A moderate climate and a fine selection of accommodation, restaurants and enjoyable activities make Knysna the perfect holiday destination. With its Waterfront restaurants and shops, the chic Thiesen Island, championship golf courses, and Lagoon boat trips, it’s a great place for short and longer breaks.
Geography and Wildlife
Knysna nestles on the banks of an 18 km² estuary where the Knysna River meets the tides of the Indian Ocean.The lagoon is home to the unique Knysna seahorse, the exquisite Pansy shell and at least 200 species of fish. Humpback and Southern Right whales frolic along these coastal waters from May to September, whilst dolphins are year-round residents. The indigenous forests form the largest closed canopy forest in Southern Africa and are home to the colourful Knysna loerie and narina trogon. Knysna is also home to the only forest elephant in South Africa. Fynbos vegetation contributes 8,000 plant species to the Cape floral kingdom.
The town of Knysna, in the heart of the Garden Route, is surrounded by a natural paradise of lush indigenous forests, mountains and fynbos, tranquil lakes and golden beaches.
Tourism and Industry
Tourism and the timber industry form the cornerstones of Knysna’s economy. The town and its surrounds boast a large variety of hotels, guests houses, bed & breakfasts, restaurants, arts & crafts retailers, adventure and eco-adventure operators. Timber is harvested from pine and gum plantations and, in controlled amounts, from indigenous forests in the area. This is used to manufacture cable drums, plyboard and other building timbers. Wooden houses are exported to the Indian Ocean Islands, Singapore and Australia. The furniture industry uses indigenous timbers such as stinkwood and yellowwood, while modern furniture lines are increasingly being exported.
Khoisan people inhabited the Garden Route from the Stone Age onwards, feeding on the riches of land and sea. They were displaced only after the first Dutch settlers arrived in the area during the seventeenth century.

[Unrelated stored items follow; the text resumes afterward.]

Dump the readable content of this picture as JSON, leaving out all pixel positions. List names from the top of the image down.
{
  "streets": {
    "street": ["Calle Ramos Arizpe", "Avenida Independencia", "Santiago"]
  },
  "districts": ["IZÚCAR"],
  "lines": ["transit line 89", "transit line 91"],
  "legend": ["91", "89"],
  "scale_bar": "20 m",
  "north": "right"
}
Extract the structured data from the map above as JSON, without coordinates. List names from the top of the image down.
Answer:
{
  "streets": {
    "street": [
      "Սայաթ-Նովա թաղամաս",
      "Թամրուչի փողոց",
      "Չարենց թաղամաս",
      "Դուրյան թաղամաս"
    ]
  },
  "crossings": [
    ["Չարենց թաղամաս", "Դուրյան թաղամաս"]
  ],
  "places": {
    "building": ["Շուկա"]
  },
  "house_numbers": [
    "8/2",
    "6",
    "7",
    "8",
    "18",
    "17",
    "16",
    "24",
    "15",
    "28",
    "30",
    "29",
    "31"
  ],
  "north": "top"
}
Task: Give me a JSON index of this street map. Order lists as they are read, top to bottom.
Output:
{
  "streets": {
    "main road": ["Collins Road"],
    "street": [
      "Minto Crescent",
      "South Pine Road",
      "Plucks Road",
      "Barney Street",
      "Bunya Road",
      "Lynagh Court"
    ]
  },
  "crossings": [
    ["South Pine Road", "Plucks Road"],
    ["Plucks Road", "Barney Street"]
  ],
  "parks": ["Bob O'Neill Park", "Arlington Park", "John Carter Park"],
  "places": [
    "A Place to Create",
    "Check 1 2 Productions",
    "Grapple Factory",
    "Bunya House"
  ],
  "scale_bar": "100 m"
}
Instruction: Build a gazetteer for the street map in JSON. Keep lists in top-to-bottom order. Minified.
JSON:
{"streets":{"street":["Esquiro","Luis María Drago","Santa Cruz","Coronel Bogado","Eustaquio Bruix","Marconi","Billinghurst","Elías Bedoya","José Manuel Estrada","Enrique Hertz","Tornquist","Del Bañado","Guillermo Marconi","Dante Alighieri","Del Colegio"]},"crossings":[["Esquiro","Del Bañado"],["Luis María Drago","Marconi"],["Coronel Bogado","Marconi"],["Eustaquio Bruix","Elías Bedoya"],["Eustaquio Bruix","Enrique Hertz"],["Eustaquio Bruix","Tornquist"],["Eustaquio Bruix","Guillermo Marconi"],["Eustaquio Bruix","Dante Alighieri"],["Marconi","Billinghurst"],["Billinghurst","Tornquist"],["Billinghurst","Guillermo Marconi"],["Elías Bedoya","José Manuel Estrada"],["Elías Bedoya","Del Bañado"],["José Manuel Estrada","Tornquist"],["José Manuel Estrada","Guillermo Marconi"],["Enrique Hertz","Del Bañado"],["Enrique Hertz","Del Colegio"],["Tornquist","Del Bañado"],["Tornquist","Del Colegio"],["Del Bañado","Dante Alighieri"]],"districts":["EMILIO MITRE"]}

Knysna’s recent history began in 1804, when the farm Melkhoutkraal was purchased by George Rex, a timber merchant. He owned virtually all the land surrounding the lagoon. Knysna became a port with naval and commercial ships bringing in supplies and taking timber out from the settlements of Melville and Newhaven, which eventually united to form the town of Knysna. In 1869, a Norwegian sea-faring family, the Thesens, settled in Knysna. They set up business and became important timber merchants and shipbuilders. In the 1880s gold was discovered in the forest and the mining village of Millwood sprang up. This was short-lived, however, as the gold yields were small and soon ran out.
The harbour no longer functions as a port, but The Heads still guard the restless passage through which many a trading vessel sailed to the wide ocean beyond. The tides rise and fall an average 1,7m, flooding the lagoon through a turbulent channel between “The Heads”, which are two great sandstone cliffs. Many a vessel came to grief trying to cross the bar here during the years when Knysna was used as a harbour.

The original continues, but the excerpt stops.